If there are nonspecific amplification bands, what can be done to improve specificity?
If there are nonspecific amplification bands, what can be done to improve specificity?
1. All Takara Bio PCR polymerases
-Issue:
Primers are not specific.
-Solution:
Use BLAST alignment to determine if the 3' ends of the primers are complementary to sites other than the target site(s). Redesign primers if necessary or modify PCR conditions.
-Issue:
PCR conditions are not sufficiently stringent.
-Solutions:
*Increase the annealing temperature in increments of 2 degrees.
*Use touchdown PCR.
*Use a two-step PCR protocol.
*Reduce the number of PCR cycles.
-Issue:
Too much template was used.
-Solution:
Reduce the amount by 2–5 fold.
2. PrimeSTAR HS and PrimeSTAR Max DNA polymerases
-Issue:
Annealing time is too long.
-Solution:
To achieve specific amplification, it is essential to use a short annealing time (5–15 sec) when performing three-step PCR.

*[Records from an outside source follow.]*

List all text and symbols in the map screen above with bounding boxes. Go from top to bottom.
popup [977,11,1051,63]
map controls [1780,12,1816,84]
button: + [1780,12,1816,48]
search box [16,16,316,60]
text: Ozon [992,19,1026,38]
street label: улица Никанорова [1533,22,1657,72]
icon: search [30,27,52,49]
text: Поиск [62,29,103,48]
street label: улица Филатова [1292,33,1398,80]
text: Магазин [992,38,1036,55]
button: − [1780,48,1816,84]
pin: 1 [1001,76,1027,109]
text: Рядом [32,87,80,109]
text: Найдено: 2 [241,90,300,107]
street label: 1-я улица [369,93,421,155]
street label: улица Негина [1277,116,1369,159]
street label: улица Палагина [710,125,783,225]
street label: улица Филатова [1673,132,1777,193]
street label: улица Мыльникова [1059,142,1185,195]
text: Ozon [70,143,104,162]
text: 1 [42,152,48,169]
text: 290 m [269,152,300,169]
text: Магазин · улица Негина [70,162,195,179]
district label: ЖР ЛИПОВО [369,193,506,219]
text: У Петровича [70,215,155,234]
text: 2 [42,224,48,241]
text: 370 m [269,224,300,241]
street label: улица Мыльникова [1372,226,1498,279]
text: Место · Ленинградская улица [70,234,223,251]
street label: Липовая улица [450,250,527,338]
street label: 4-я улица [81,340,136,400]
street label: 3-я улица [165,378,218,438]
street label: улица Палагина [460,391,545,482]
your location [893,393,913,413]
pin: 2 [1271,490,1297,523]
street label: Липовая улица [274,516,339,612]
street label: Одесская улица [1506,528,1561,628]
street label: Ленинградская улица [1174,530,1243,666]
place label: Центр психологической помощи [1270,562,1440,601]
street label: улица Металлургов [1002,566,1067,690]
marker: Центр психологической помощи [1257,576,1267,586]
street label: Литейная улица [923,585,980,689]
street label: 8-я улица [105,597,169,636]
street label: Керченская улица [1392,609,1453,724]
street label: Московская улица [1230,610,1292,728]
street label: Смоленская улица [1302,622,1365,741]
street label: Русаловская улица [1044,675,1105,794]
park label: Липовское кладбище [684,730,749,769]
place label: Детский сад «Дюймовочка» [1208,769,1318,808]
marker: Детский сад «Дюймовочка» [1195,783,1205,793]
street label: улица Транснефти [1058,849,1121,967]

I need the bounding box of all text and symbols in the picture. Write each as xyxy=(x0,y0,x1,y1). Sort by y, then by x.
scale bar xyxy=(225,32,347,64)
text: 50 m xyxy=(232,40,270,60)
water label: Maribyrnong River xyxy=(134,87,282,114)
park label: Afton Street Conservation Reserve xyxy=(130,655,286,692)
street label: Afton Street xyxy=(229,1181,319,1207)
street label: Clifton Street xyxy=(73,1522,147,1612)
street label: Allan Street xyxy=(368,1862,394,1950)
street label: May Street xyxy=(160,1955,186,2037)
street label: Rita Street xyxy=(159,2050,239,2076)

3. PrimeSTAR GXL DNA polymerases
Issue:
Primers have suboptimal Tm values.
Solution:
To amplify targets <1 kb, design primers with Tm values >55°C, and use an annealing temperature of 60°C. If the primer Tm values are <55°C, try a shorter extension time between 5 and 10 sec/kb.
4. Takara Ex Taq and Takara LA Taq DNA polymerases
-Issue:
Nonspecific primer annealing at low temperatures.
-Solution:
The hot-start versions of these enzymes may improve results for some primers.
5. SpeedSTAR HS DNA Polymerase
-Issue:
Smearing of the PCR product bands on a gel.
-Solution:
Excessively long extension times may result in smearing. The general recommendation for extension time for this enzyme is 10–20 sec/kb. If PCR yield is low, try increasing the number of cycles by 5.